Quantized checkpoint is not smaller / faster

sophia1488 commented 2 years ago

Hi, first, thanks for your implementation!
It's not too hard to apply your code to my current model! However, the dumped checkpoint has the same size as the original model, and I wonder how to store it with less storage.

Thank you and hope to get your feedback.

zhutmost commented 2 years ago

Hi Sophia, thank you for using my code. Because I dumped the floating-point weights (rather than the quantized ones) in the checkpoint. The quantization runs on the fly, generating quantized weights.

If you want to save quantized weights, you can declare them as Buffer (like Batch Norm), and then they will be also saved into the checkpoint. If you do so, you will find both floating-point and quantized weights in your checkpoint. Then you can remove the floating-point ones from it manually.

zhutmost commented 2 years ago

I am not very similar with deployment tools. I guess there would be some much convenient ways to generate a really quantized model (I mean all weights are integers, but now it is fake quantized) with its pretrained weights.

sophia1488 commented 2 years ago

Hi, thanks for your quick reply! I modified the code and it worked!

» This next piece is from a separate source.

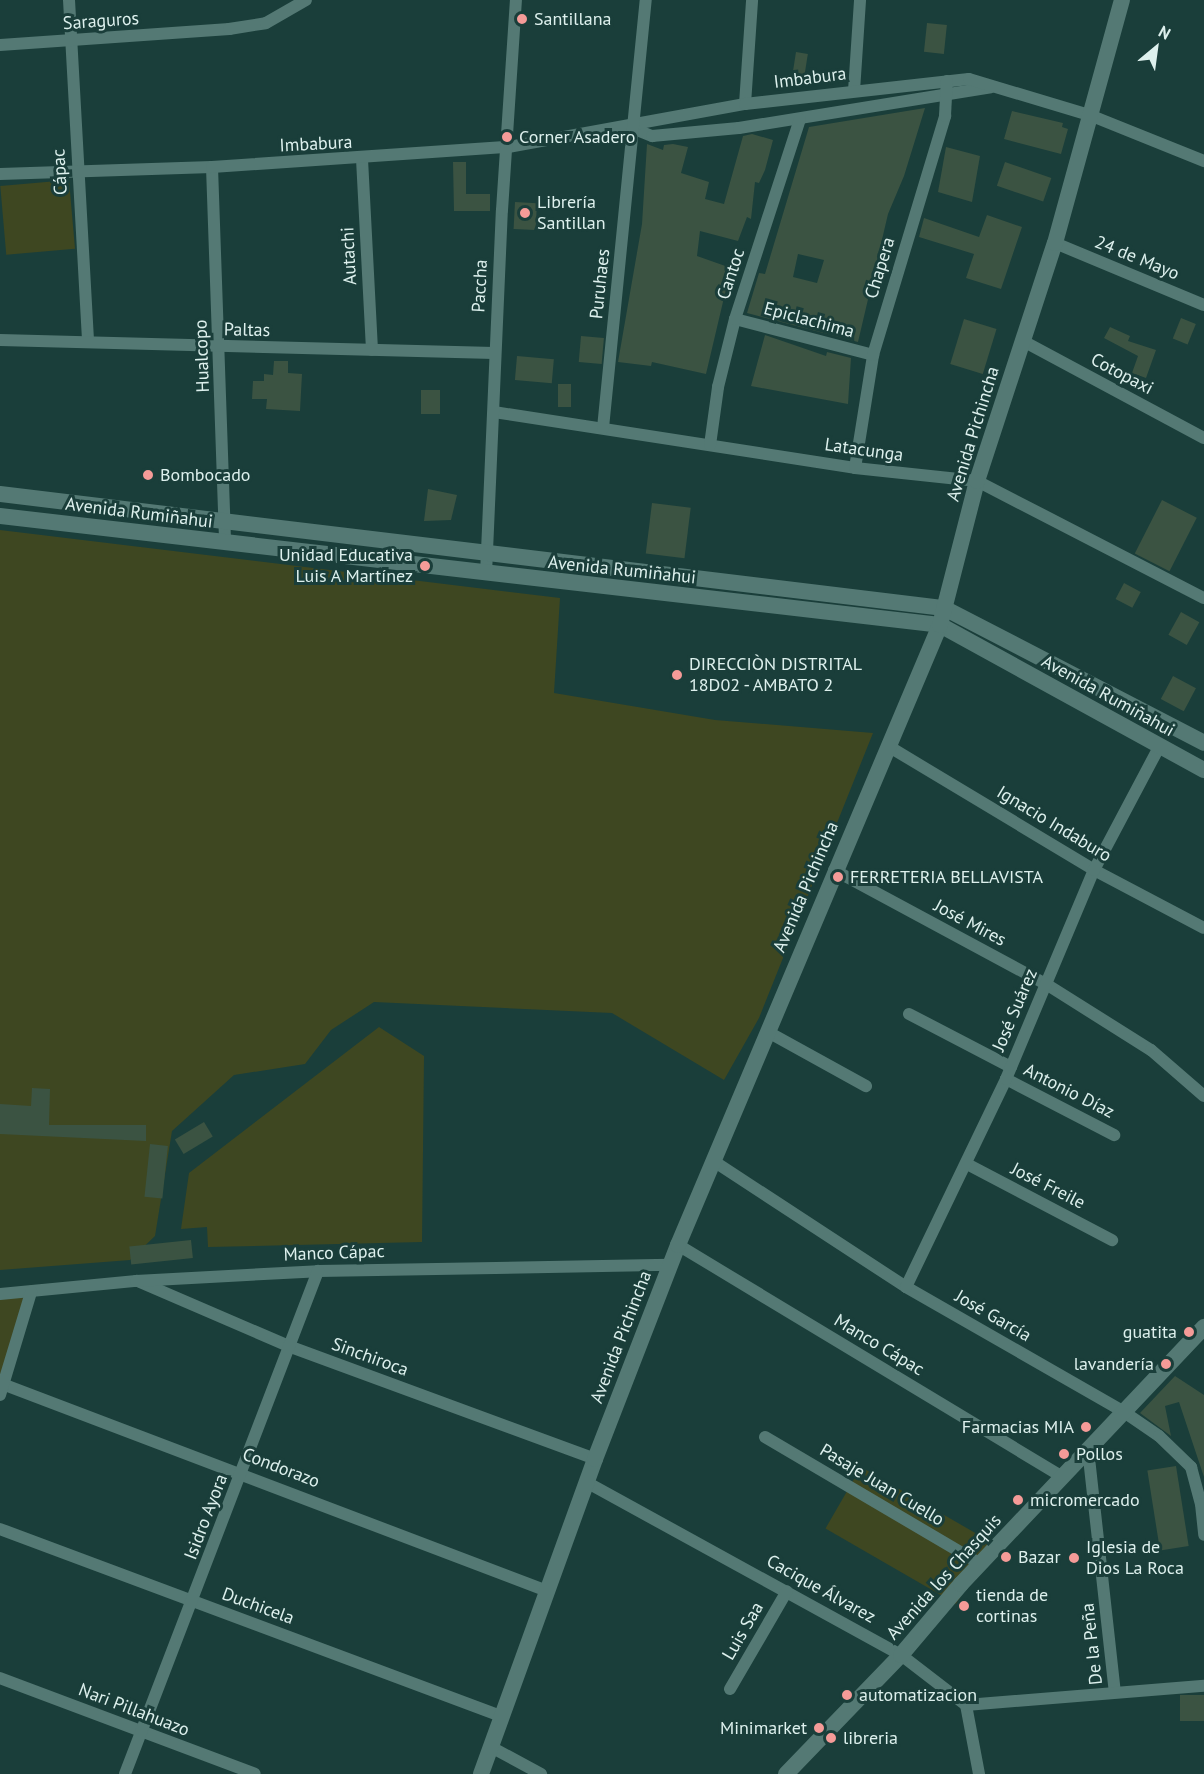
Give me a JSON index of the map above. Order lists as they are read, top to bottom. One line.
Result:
{"streets":{"main road":["Avenida Pichincha","Avenida Rumiñahui","Avenida los Chasquis"],"street":["Saraguros","Imbabura","Cápac","Autachi","24 de Mayo","Chapera","Cantoc","Puruhaes","Paccha","Epiclachima","Paltas","Hualcopo","Cotopaxi","Latacunga","Ignacio Indaburo","José Mires","José Suárez","Antonio Díaz","José Freile","Manco Cápac","José García","Sinchiroca","Condorazo","Pasaje Juan Cuello","Isidro Ayora","Cacique Álvarez","Duchicela","Luis Saa","De la Peña","Nari Pillahuazo"]},"crossings":[["Saraguros","Cápac"],["Imbabura","Cápac"],["Imbabura","Autachi"],["Imbabura","Chapera"],["Imbabura","Cantoc"],["Imbabura","Puruhaes"],["Imbabura","Paccha"],["Imbabura","Hualcopo"],["Imbabura","Avenida Pichincha"],["Cápac","Paltas"],["Autachi","Paltas"],["24 de Mayo","Avenida Pichincha"],["Chapera","Epiclachima"],["Chapera","Latacunga"],["Cantoc","Epiclachima"],["Cantoc","Latacunga"],["Puruhaes","Latacunga"],["Paccha","Paltas"],["Paccha","Latacunga"],["Paccha","Avenida Rumiñahui"],["Paltas","Hualcopo"],["Hualcopo","Avenida Rumiñahui"],["Cotopaxi","Avenida Pichincha"],["Avenida Pichincha","Latacunga"],["Avenida Pichincha","Avenida Rumiñahui"],["Avenida Pichincha","Ignacio Indaburo"],["Avenida Pichincha","José Mires"],["Avenida Pichincha","Manco Cápac"],["Avenida Pichincha","José García"],["Avenida Pichincha","Sinchiroca"],["Avenida Pichincha","Condorazo"],["Avenida Pichincha","Cacique Álvarez"],["Avenida Pichincha","Duchicela"],["Avenida Rumiñahui","José Suárez"],["Ignacio Indaburo","José Suárez"],["José Mires","José Suárez"],["José Suárez","Antonio Díaz"],["José Suárez","José Freile"],["José Suárez","José García"],["Manco Cápac","Sinchiroca"],["Manco Cápac","Isidro Ayora"],["Manco Cápac","Avenida los Chasquis"],["José García","Avenida los Chasquis"],["Sinchiroca","Isidro Ayora"],["Condorazo","Isidro Ayora"],["Pasaje Juan Cuello","Avenida los Chasquis"],["Isidro Ayora","Duchicela"],["Isidro Ayora","Nari Pillahuazo"],["Avenida los Chasquis","Cacique Álvarez"],["Avenida los Chasquis","De la Peña"],["Cacique Álvarez","Luis Saa"]],"places":["Santillana","Corner Asadero","Librería Santillan","Bombocado","Unidad Educativa Luis A Martínez","DIRECCIÒN DISTRITAL 18D02 - AMBATO 2","FERRETERIA BELLAVISTA","guatita","lavandería","Farmacias MIA","Pollos","micromercado","Bazar","Iglesia de Dios La Roca","tienda de cortinas","automatizacion","Minimarket","libreria"],"north":"top right"}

For people who wanna save quantized weights, basically the modification is that the LSQ module returns x after round_pass & s_scale, and I dump these 2 parameters instead of self.weight & quan_w_fn.s of QuanConv2d. https://github.com/zhutmost/lsq-net/blob/2c24a96be06d044fa4c7d651727f4574b8d88c86/quan/quantizer/lsq.py#L56 And I implemented functions for dumping & loading the quantized checkpoint.

Finally, the saved checkpoint is reduced by more than 70%, and I could also load the checkpoint for evaluation / inference. 😀

Thanks again ~ (I could also share my implementation if needed.)

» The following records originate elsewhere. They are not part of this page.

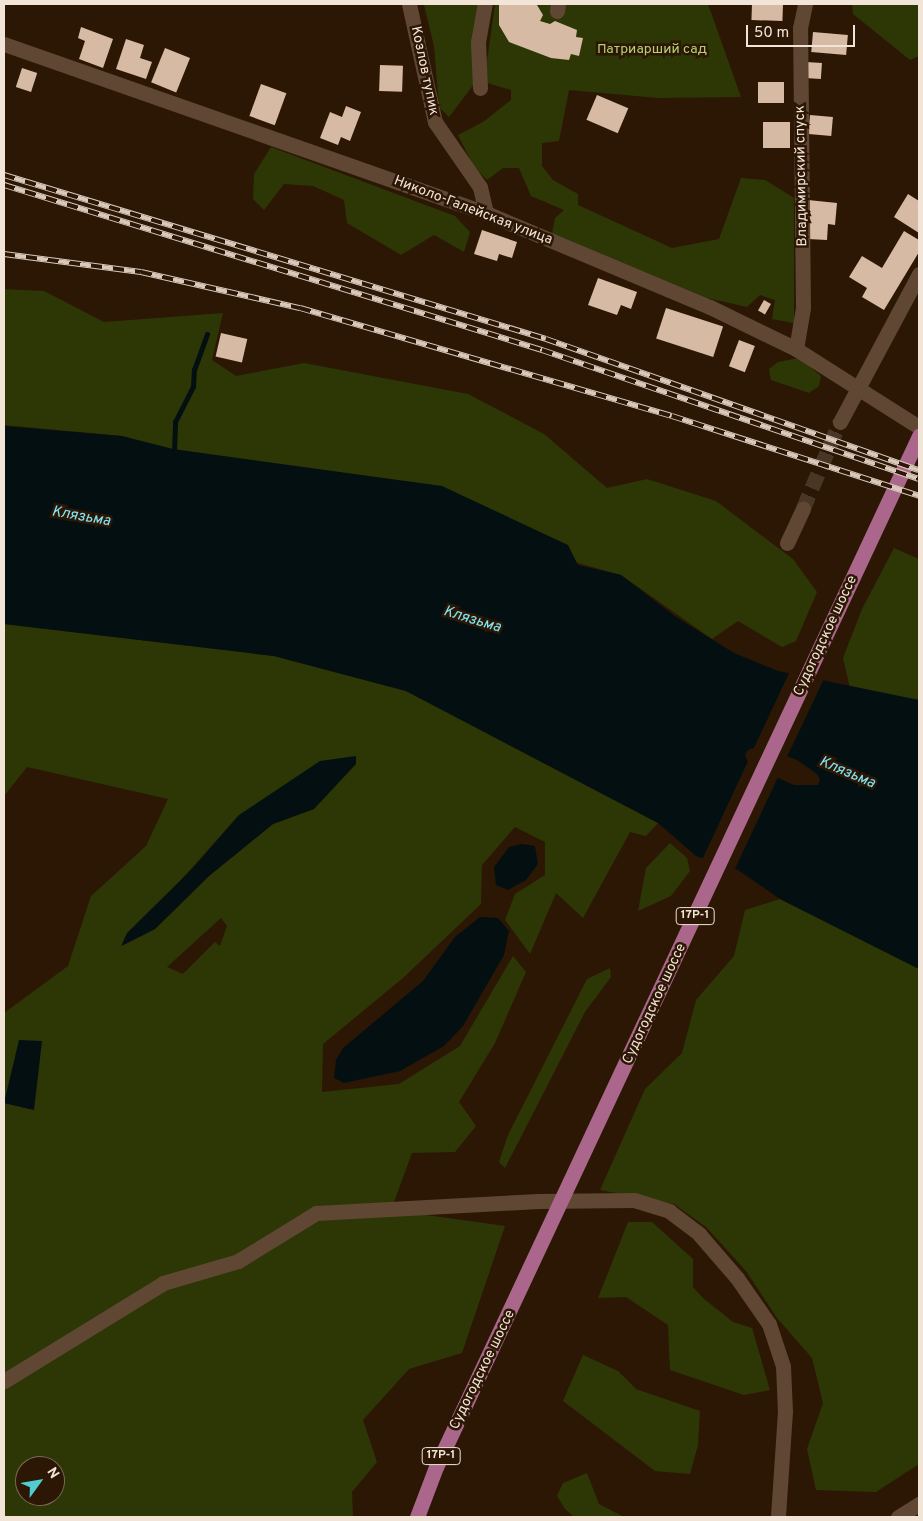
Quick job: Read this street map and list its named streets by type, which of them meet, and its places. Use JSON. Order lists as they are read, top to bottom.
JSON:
{
  "streets": {
    "main road": ["Судогодское шоссе", "17Р-1"],
    "street": ["Козлов тупик", "Владимирский спуск", "Николо-Галейская улица"]
  },
  "crossings": [
    ["Козлов тупик", "Николо-Галейская улица"],
    ["Владимирский спуск", "Николо-Галейская улица"]
  ],
  "water": ["Клязьма"],
  "parks": ["Патриарший сад"],
  "scale_bar": "50 m",
  "north": "top right"
}
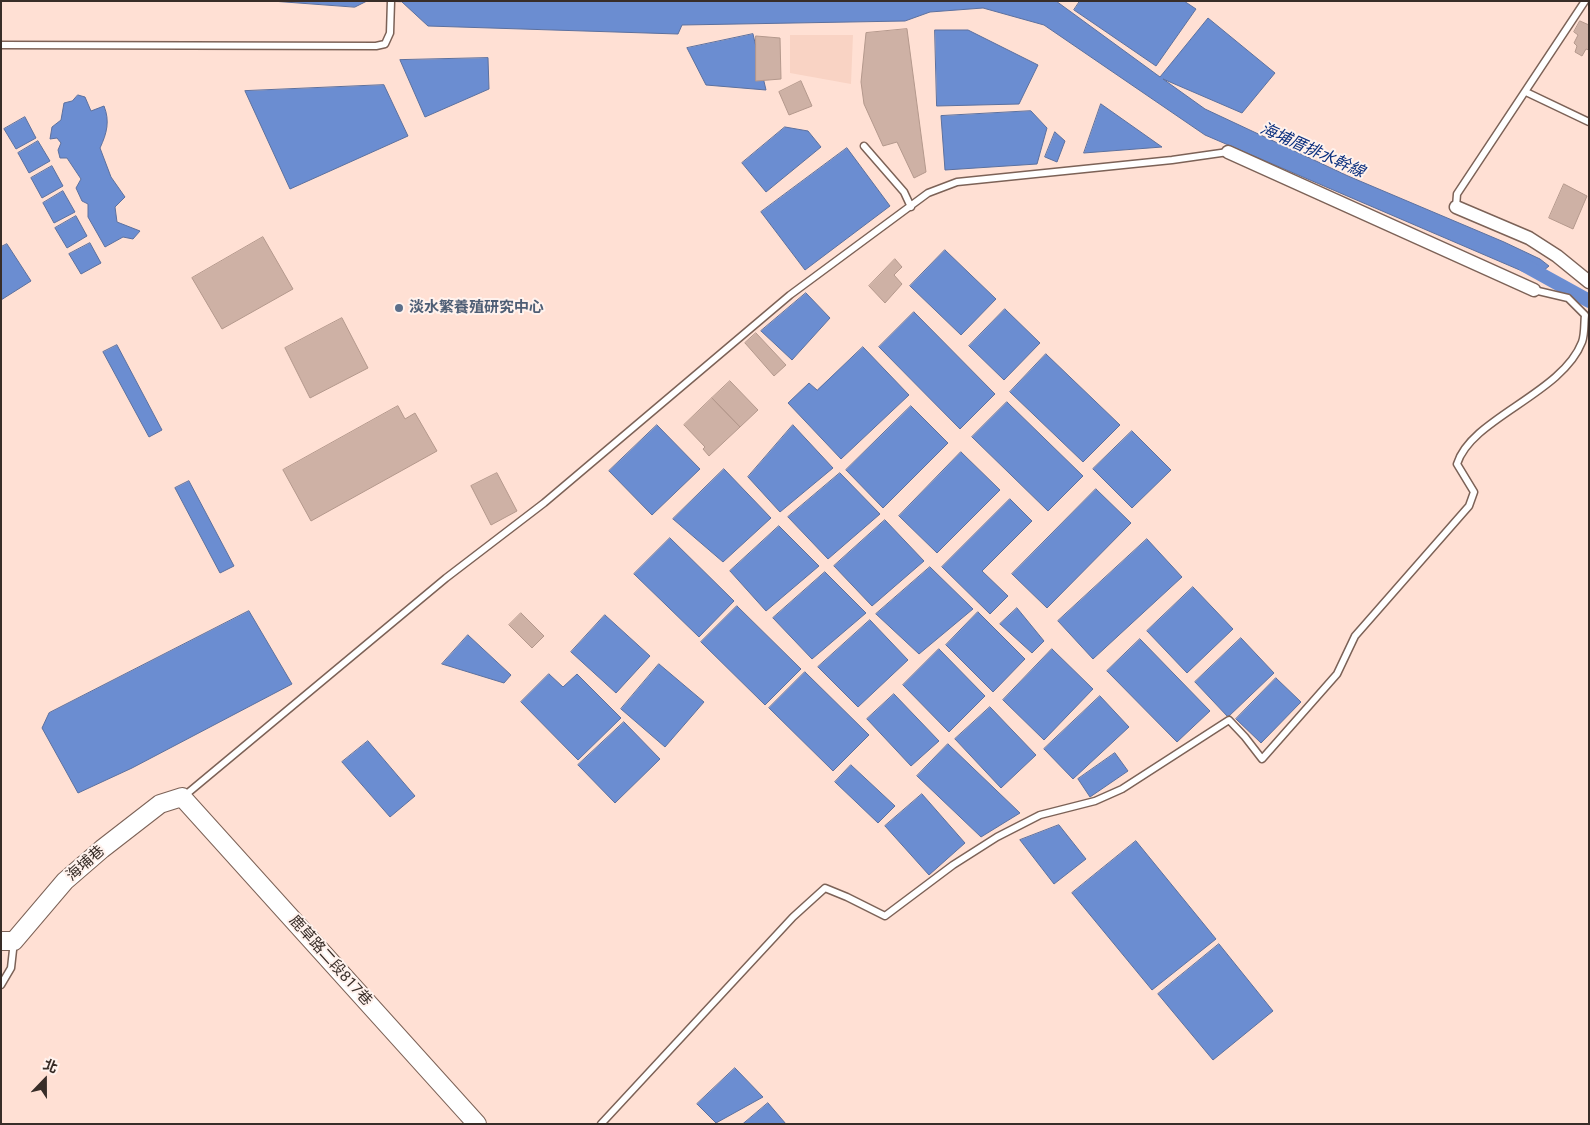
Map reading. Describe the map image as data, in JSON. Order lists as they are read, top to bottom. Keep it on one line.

zhutmost commented 2 years ago

Great. Thank you, Sophia. I'm still struggling with my theis. Maybe I will consider this feature in a few weeks (and also fix some known compatibility bugs).

zhutmost commented 2 years ago

Actually, a newer version is maintained in NeuralZip,and you can find more experiment results there. But it is developed with PyTorch-Lightning framework, rather than the raw PyTorch.

sophia1488 commented 2 years ago

Hi @zhutmost, The performance of quantized model is good! But I found that the inference time after quantization is slower, do you have any comments on this? Below is the time it takes for inference. (Note the inference time does not include checkpoint loading, and I use the same code)

not loading any checkpoint 21.555 s
loading original model 22.770 s
loading quantized model 35.845 s

Thanks! 🙏

zhutmost commented 2 years ago

I have no idea. I cannot explain it without more details.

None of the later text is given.